More than 70 percent of the total fall U.S. potato crop is placed into storage for year-round use. Proper nutrient management of the potato crop can have a significant influence on how well potatoes endure storage with minimal damage and loss.

According to the U.S. Department of Agriculture (USDA), each year a significant portion of the U.S. potato harvest is lost to storage damage and disease.

In 2019, postharvest losses of the fall potato crop were estimated at 25 million cwt., or approximately six percent of the total crop (USDA estimate). Postharvest losses can be due to a variety of things including:

  • Fungal diseases
  • Bruising
  • In-storage shrink
  • Sprouting

Two key nutrients in your fertilization program that impact storage and overall crop quality are potassium and sulfur.

Arm Your Potatoes With Potassium And Sulfur

University research has shown that potassium is vitally important to the production of top-quality potatoes. As a matter of fact, potassium is taken up by potato plants more than any other nutrient. A 500 cwt. crop removes as much as 280 lbs. of potassium per acre annually.

During the six weeks after plant emergence, potatoes take up two-thirds of the season’s potassium requirement. In addition to boosting potato yields, potassium also contributes to crop quality by reducing blackspot bruising, increasing specific gravity, and enhancing chip and fry color.

Sulfur is critically important in the production of amino acids and protein, which creates the photosynthetic energy needed to build starch in the tuber. This process is vital during tuber initiation and bulking.

It’s important not only to supply these nutrients to the plant, but to choose the right source among many choices available, to optimize plant health and potato yield, quality, taste, color and texture.

Defend Against Storage Loss With The Right Source of K

There are several sources of potassium and sulfur to choose from in potato production – and some contain unwanted elements such as chloride or excess salts. These elements can build up in the soil and contribute to lower yields, lower crop quality and lower profitability.



Chloride can also decrease the specific gravity levels in potatoes, which lowers crop quality in terms of chip and fry color. Lower specific gravity levels can also lead to more storage losses in terms of shrink. Protassium+® premium sulfate of potash (SOP) is the richest source of low chloride potassium, providing equivalent potassium content of 50 percent K2O, commonly referred to as potash. Chemical analysis shows that Protassium+ SOP contains the most efficient balance of nutrients to optimize potato yields, quality and storability.
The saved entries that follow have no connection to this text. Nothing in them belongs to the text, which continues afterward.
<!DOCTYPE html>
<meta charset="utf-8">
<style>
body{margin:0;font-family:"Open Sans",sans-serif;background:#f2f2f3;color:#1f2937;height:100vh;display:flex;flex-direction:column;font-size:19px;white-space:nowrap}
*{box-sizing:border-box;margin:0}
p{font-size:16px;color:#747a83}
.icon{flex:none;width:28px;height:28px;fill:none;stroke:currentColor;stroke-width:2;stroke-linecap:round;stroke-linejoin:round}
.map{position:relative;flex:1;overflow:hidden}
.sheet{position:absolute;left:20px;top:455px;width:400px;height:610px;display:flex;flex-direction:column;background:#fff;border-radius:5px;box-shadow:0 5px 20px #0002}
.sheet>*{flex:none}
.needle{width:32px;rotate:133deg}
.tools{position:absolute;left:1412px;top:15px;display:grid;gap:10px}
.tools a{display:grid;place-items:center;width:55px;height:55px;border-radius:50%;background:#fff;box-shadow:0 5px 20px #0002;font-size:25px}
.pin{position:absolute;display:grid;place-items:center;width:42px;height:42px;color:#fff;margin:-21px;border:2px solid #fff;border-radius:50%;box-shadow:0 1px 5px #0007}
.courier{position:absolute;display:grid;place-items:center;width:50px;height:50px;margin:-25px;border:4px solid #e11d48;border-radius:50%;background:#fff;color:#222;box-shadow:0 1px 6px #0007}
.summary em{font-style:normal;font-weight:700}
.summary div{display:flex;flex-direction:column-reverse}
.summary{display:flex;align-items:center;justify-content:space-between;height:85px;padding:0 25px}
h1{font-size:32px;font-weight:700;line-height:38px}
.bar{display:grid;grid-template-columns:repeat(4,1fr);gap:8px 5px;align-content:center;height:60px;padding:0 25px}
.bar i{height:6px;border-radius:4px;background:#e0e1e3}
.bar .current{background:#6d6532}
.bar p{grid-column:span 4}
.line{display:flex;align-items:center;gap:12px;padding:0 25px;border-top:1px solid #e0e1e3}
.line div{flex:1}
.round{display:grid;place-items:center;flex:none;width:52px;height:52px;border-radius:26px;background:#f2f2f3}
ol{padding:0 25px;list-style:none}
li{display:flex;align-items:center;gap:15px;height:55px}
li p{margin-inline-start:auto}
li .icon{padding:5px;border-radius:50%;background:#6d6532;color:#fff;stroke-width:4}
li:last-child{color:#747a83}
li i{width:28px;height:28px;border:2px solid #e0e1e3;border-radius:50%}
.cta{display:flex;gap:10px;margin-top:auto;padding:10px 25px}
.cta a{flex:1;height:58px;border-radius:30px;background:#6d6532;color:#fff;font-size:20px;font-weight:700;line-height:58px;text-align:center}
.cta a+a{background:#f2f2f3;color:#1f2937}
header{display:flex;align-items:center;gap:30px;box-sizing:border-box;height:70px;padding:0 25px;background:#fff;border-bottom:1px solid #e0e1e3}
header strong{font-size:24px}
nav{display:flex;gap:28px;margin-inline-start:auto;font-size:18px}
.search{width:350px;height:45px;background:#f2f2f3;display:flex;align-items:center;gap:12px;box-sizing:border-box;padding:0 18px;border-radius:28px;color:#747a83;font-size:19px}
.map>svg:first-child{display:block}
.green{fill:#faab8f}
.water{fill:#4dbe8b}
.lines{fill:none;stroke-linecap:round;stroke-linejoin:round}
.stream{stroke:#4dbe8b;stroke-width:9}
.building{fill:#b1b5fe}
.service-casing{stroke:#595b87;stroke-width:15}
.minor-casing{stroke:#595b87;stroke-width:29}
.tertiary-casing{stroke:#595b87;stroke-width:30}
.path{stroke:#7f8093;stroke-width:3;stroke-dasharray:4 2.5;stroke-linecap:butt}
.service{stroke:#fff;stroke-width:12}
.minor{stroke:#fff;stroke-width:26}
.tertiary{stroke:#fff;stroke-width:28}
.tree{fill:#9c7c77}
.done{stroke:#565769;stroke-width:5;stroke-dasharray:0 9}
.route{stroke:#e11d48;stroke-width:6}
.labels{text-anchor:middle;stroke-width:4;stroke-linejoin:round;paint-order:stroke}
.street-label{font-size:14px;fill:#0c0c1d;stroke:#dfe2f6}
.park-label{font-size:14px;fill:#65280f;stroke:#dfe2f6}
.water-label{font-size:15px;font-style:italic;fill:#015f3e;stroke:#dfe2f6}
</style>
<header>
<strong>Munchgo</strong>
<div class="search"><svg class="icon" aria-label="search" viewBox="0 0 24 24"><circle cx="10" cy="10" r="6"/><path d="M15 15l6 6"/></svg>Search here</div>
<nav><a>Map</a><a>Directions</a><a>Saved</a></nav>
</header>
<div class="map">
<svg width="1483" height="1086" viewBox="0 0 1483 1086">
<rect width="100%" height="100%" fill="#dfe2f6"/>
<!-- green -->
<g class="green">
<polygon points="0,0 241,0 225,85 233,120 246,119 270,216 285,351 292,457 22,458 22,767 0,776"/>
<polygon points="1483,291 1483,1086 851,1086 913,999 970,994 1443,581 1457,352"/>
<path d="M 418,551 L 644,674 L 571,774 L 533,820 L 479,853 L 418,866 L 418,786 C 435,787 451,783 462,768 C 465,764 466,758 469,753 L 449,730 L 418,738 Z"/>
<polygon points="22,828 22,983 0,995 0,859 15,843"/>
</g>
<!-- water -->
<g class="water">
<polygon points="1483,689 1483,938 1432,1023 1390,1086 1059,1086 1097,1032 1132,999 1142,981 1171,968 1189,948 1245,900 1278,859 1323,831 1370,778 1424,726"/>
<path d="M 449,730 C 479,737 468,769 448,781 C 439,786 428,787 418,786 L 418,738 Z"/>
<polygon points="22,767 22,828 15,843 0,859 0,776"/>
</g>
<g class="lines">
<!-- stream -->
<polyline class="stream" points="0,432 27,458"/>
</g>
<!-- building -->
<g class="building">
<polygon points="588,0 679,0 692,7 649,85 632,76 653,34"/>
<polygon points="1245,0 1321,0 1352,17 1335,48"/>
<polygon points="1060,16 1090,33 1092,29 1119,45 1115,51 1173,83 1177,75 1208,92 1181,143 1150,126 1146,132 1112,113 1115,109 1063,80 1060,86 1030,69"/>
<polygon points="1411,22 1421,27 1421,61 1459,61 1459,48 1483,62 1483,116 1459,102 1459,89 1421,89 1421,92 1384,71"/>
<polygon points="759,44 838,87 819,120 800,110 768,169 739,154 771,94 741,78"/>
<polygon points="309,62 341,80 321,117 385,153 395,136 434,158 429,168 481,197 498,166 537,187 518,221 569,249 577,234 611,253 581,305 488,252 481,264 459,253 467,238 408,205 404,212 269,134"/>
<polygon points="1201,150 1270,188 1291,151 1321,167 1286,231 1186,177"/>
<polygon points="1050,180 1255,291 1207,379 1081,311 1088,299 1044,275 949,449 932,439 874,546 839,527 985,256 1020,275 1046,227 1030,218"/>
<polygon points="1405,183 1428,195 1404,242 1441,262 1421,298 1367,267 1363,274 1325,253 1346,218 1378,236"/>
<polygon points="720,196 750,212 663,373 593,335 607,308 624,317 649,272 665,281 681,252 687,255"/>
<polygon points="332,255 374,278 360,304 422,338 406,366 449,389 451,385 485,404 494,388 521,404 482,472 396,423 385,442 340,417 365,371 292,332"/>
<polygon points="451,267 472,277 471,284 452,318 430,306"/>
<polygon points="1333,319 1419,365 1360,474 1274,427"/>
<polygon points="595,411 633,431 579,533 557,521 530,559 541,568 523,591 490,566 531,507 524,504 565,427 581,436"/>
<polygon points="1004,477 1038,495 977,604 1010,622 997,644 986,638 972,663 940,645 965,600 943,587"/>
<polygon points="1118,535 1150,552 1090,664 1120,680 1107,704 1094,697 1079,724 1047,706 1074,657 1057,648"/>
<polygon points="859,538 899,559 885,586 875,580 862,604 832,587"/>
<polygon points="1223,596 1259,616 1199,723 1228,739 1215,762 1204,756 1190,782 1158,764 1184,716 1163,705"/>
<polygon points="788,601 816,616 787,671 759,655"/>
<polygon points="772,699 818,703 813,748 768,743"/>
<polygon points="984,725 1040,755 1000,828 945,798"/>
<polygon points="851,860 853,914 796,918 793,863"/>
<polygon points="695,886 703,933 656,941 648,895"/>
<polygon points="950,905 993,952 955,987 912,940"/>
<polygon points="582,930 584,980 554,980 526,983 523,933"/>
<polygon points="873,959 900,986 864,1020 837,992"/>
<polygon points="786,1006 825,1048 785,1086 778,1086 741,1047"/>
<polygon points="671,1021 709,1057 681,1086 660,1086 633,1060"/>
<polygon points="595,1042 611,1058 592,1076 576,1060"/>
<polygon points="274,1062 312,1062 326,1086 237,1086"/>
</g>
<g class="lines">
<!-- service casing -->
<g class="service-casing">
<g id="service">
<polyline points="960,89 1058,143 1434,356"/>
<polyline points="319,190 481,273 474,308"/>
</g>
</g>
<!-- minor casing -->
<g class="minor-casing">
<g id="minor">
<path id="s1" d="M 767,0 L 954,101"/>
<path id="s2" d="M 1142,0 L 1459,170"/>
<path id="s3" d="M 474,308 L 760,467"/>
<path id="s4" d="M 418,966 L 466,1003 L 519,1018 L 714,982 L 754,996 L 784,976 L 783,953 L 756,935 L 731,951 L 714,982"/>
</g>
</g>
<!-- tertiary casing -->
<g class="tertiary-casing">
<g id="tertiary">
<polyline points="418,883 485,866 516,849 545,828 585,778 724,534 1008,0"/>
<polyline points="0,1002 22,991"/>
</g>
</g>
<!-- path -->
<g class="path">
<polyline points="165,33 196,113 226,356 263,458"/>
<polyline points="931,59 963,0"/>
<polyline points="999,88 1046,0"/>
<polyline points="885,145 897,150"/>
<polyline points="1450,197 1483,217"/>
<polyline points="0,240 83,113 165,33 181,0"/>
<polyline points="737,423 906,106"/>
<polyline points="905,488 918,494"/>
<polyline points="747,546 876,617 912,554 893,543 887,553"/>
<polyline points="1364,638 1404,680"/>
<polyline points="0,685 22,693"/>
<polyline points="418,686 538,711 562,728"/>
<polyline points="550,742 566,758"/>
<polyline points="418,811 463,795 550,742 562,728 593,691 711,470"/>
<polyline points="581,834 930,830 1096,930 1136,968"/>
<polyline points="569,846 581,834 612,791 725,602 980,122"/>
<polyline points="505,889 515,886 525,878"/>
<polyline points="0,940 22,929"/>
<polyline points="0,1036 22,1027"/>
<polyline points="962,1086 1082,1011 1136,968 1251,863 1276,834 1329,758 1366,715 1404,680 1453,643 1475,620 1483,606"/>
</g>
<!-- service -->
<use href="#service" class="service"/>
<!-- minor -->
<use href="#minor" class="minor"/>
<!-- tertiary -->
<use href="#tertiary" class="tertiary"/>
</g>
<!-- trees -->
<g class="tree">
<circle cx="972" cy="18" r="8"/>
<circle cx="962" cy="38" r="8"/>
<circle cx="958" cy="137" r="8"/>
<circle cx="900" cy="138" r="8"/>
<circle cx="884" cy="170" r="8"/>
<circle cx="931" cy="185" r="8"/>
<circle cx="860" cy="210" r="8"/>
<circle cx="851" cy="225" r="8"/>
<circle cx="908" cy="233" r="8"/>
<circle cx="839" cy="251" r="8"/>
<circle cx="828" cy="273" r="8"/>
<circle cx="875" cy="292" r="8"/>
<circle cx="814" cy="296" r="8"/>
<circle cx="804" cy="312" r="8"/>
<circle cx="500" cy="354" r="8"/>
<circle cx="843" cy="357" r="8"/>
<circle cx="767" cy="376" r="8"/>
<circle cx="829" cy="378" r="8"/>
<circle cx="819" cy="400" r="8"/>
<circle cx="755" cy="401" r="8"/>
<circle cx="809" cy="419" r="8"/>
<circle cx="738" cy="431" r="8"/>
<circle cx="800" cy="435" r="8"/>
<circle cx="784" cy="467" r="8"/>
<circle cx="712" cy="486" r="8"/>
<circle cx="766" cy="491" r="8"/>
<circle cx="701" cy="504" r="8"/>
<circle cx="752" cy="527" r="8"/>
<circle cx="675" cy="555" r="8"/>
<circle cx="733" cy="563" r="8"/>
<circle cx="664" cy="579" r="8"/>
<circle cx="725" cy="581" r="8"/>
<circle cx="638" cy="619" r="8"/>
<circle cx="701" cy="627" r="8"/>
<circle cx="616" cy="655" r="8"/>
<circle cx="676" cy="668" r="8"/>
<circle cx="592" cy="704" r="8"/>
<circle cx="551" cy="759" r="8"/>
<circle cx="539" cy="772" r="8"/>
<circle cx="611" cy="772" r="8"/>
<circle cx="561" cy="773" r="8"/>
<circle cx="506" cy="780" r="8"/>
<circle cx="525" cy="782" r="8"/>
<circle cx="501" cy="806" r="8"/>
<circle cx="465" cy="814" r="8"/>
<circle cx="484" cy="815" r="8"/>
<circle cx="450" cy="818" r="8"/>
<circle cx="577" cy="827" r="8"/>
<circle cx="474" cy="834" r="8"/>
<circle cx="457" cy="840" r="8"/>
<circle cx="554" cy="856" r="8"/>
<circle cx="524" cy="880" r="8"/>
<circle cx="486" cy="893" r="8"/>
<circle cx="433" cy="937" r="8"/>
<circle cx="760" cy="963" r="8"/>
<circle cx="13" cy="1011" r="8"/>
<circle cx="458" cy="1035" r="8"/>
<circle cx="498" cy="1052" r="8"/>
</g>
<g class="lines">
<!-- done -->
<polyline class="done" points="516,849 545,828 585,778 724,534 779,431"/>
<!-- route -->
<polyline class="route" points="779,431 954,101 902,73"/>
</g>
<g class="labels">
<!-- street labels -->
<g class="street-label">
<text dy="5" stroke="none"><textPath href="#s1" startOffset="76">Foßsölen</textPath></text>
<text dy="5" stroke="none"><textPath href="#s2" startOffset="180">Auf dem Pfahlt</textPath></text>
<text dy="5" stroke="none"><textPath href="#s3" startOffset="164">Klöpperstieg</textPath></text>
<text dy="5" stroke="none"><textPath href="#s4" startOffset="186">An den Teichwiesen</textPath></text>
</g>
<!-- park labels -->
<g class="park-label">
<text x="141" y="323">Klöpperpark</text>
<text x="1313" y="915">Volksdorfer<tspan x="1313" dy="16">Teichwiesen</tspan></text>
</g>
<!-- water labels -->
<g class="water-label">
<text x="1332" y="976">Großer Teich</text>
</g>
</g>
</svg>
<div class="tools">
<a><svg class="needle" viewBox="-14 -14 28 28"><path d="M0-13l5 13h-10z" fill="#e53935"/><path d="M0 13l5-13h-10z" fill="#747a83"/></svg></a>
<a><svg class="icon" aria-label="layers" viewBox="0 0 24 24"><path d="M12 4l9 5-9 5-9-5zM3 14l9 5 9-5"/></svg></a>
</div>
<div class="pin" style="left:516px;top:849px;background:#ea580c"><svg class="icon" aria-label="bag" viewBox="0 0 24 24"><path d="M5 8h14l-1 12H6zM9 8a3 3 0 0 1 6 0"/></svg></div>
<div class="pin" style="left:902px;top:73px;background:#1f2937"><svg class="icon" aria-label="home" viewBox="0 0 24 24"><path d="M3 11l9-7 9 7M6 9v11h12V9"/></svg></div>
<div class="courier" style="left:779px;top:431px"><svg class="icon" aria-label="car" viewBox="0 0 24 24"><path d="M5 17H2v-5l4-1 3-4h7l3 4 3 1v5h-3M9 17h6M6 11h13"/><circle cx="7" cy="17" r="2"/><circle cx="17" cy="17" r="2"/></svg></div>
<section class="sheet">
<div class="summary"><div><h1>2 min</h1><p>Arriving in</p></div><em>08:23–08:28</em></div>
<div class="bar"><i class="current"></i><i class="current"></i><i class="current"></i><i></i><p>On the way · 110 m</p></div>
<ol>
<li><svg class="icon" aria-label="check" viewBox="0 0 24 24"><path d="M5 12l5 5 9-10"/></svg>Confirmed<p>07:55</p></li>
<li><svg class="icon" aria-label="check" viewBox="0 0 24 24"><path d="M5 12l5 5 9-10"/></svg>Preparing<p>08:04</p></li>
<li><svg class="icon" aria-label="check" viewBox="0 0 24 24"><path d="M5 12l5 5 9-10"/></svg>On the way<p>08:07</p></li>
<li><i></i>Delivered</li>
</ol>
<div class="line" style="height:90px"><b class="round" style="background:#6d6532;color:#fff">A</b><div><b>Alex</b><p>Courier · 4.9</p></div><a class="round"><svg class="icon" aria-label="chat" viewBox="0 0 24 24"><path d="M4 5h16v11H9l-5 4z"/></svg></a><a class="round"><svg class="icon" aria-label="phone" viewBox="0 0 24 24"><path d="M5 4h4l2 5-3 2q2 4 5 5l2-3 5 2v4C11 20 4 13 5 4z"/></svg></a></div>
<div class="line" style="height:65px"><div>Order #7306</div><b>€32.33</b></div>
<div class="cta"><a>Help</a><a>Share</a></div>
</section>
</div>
Better K Source = Better Storability

Work by Colorado State University comparing Protassium+ SOP and MOP (Muriate of Potash) revealed that Protassium+ fertilizer improved yield and crop quality in terms of several key storage quality parameters such as delayed sprouting, higher specific gravity and fewer external defects.

Important facts to keep in mind regarding your K source:

  • Research has shown that Protssium+ increases specific gravity over MOP.
  • Higher specific gravity levels mean more starch and less water in the harvested crop – resulting in significantly less storage loss due to shrinkage.
  • The high chloride of MOP (47%) impacts overall quality and storability.
  • Protassium+ SOP is 17% sulfur, in readily available sulfate form – plant roots can only absorb sulfur in the sulfate form. The conversion of elemental and organic sulfur can take weeks or even months.

The Right Source To Reduce Sprouting

The following data was compiled by Dr. Samuel Essah at Colorado State University. It shows how potatoes treated with Protassium+ premium sulfate of potash had fewer sprouts per tuber after almost 200 days in storage.


Essah’s data showed that using Sulfate of Potash versus other sources of potassium improved not only yields but crop quality in terms of several key storage parameters such as higher specific gravity and fewer external defects.